In the United States, virus levels shot up rapidly in nearly one-quarter of the patients whose medication was cut back to just one or two of the drugs.

"Most failed in the first couple of weeks," said Dr. Diane Havlir of the University of California at San Diego, lead author of the U.S. study, which treated 316 people at 27 centers.

The U.S. patients took all three drugs for six months, then were divided into three groups. One group got all three drugs. The second group got only Crixivan, the most popular protease inhibitor. The third group got the two older drugs, AZT and 3TC.

All three groups continued taking the same number of pills, but some of them were placebos, or dummy pills.
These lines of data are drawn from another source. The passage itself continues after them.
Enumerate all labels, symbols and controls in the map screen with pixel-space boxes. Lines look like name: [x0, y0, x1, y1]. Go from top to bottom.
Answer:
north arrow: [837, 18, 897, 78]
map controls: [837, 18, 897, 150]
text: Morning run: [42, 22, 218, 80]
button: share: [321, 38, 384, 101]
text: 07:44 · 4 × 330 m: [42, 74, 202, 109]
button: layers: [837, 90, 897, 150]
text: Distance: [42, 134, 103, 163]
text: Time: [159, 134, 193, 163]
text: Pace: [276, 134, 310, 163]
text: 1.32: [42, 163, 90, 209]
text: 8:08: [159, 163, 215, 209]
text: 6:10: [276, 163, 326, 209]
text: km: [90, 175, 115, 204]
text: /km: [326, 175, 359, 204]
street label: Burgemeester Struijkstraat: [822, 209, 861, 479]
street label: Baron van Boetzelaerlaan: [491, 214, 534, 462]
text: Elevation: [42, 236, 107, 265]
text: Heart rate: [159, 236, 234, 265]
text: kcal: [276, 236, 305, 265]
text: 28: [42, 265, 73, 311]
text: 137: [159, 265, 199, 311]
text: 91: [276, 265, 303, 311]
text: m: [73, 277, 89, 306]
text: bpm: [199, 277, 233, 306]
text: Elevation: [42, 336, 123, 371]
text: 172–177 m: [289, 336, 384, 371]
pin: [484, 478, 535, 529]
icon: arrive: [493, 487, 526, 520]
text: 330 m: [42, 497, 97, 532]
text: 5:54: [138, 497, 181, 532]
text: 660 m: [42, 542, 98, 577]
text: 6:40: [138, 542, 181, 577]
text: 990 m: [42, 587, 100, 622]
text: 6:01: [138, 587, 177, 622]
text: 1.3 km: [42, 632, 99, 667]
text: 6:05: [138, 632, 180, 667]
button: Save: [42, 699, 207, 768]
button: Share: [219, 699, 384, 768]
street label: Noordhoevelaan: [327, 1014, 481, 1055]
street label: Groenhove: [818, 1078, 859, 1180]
In the French study, led by Dr. Gilles Pialoux of the Pasteur Institute Hospital, 279 patients at 34 centers took all three drugs for three months. After that, one-third continued with all three, and two other groups took AZT and either Crixivan or 3TC.

Only 4 percent of the U.S. patients and 9 percent of the French patients taking all three drugs had more virus in their blood when the studies ended than they did after the first three or six months.

But 23 percent of each of the two other U.S. groups showed signs of viral rebound. In France, that happened to 31 percent of the patients on AZT and 3TC, and to 22 percent of those on AZT and Crixivan.

All of the patients were treated as soon as they learned they were infected, before symptoms appeared. That is standard with the AIDS cocktail.

Dr. Anthony Fauci, head of the National Institute of Allergy and Infectious Diseases, said it is too early to assume that people must stay on the drug cocktail for the rest of their lives.

While these studies show that patients cannot be put on fewer drugs after three or six months, Fauci said a year might do the job.

Doctors at Massachusetts General Hospital and at Fauci's center are even testing whether someone who has had no detectable virus in the blood for a year can go off the drugs entirely.

"I say, if we want to treat it early and treat it hard, we should treat it longer before switching to a less toxic regime," Fauci said. "Three months or six months is really cutting it close."

Dr. Robert Siciliano, an AIDS researcher at Johns Hopkins University, said the studies show that current drugs are barely keeping the AIDS virus under control.

"As soon as one drug is dropped, we immediately see that they start to fail. So we need more potent drugs," he said.